(iii) The Colonial Library

The Colonial Library

Goold’s library contained extensive texts in Theology, Philosophy, Liturgy, Scripture, and the Papacy. The more unexpected include works on art and architecture, medicine, poetry but not fiction, a wide range in history, law and reference texts including dictionaries, atlases and encyclopedias. An inventory made in 1866, 18 years after his arrival in Melbourne, reveals a library of over 800 titles and given the many multi-volume publications, well over 1,000 books. Goold continued to build his Library for the next two decades, and would have been one of the most extensive private  collections in the Colony. Reflecting Goold’s interest in art and architecture are the first Paris printing of the plates of Giovanni Battista Piranesi (27 elephant folio volumes), published by his son Francesco in 1800, as well as books that influenced his architectural patronage. They include Augustus Welby Pugin: Contrasts: or A Parallel be
tween the Noble Edifices of the Middle Ages and Corresponding Buildings of the Present Day (1841 edition) and Glossary of Ecclesiastical Ornament and Costume (1846 edition). Goold also had a copy of William and James Pain’s, Pain’s British Palladio or the Builder’s General Assistant, demonstrating in the most easy and practical method, all the principal rules of architecture, illustrated with several new and useful designs of houses, London 1790.

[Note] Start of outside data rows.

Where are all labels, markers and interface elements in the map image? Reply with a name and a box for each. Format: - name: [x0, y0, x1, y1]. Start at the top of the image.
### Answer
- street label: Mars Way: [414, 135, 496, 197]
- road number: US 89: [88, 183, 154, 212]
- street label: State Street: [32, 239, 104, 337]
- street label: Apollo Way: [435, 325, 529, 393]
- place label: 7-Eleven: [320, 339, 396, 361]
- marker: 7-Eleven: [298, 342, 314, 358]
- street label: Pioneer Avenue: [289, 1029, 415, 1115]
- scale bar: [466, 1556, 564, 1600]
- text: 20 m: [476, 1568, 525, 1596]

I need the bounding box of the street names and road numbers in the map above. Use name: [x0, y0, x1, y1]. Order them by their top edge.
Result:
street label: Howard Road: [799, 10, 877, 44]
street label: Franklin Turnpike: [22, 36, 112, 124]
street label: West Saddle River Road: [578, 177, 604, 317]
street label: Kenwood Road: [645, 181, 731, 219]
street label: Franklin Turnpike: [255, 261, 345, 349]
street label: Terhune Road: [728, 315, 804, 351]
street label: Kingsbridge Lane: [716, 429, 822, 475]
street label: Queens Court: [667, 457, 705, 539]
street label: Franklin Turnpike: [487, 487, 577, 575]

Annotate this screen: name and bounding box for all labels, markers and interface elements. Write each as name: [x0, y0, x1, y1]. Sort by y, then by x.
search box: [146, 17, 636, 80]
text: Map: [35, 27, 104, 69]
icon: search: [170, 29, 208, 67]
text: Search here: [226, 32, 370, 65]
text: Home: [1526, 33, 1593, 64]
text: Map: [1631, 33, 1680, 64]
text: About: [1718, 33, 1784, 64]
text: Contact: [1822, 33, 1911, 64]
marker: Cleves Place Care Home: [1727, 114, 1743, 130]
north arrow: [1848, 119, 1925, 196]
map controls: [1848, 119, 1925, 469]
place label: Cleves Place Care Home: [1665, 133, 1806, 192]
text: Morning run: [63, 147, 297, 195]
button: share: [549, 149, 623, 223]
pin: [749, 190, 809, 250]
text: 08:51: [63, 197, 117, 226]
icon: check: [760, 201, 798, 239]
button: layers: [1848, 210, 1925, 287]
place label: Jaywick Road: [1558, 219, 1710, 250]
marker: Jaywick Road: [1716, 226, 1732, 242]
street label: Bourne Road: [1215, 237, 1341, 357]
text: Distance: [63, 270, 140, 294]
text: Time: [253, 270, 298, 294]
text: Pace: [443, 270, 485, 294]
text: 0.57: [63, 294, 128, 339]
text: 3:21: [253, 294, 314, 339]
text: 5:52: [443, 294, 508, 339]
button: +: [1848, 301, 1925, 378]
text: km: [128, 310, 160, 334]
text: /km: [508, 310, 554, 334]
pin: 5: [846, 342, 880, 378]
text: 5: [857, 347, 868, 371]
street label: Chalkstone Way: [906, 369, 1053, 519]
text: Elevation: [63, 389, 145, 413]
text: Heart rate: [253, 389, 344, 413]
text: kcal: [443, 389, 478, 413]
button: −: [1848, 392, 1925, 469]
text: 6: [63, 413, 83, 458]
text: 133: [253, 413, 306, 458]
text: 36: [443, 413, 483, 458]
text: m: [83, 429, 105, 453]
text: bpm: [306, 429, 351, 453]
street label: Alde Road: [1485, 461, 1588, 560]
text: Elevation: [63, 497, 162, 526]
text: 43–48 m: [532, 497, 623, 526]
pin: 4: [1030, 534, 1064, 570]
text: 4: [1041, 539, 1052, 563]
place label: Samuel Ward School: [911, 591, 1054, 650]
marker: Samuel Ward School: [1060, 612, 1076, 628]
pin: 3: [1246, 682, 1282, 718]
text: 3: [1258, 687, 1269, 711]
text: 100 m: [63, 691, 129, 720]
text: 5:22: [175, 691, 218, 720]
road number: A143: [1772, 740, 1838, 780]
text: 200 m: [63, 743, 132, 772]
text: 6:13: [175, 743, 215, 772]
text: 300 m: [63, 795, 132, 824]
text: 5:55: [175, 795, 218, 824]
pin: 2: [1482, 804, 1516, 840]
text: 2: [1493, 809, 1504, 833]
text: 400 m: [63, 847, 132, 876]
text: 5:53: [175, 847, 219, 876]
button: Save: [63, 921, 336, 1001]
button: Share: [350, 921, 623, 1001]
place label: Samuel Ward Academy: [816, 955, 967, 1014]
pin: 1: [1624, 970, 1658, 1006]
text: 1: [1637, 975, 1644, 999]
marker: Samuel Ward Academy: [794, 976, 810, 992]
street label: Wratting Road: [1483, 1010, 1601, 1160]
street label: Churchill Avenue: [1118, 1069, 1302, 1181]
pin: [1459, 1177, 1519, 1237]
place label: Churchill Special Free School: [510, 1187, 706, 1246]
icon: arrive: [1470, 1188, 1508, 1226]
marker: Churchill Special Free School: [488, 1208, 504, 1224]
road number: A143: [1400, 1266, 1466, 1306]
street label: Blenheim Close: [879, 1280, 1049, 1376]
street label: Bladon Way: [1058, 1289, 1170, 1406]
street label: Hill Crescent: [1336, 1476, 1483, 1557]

Reflecting his interest in Rome Goold’s had Filippo Maria Mignanti’s Istoria della Sacrosanto Patriacale Basilica Vaticana, 1867; Giacomo Fontana’s Raccolta delle Migliori Chiese di Roma e Suburbane, 1855; and Filipo Gerardi’s La Patriacale Basilica Laterenese, 1832-1834. He also had a copy of John Burley Waring’s Arts connected with Architecture illustrated by Examples in Central Italy, 1858. The library of James Goold was largely forgotten after his death and dispersed in the early 1970s. A large fragment survives in the archives of the Melbourne Diocesan Historical Centre alongside a partial inventory and brief description. These remnants are sufficient to show that this library ranked amongst the most important private collections in the Colony, and that it can be compared to other major collections such as that assembled by Sir Charles Nicholson in Sydney, SirGeorge Grey in Auckland, and John MacGregor in Melbourne.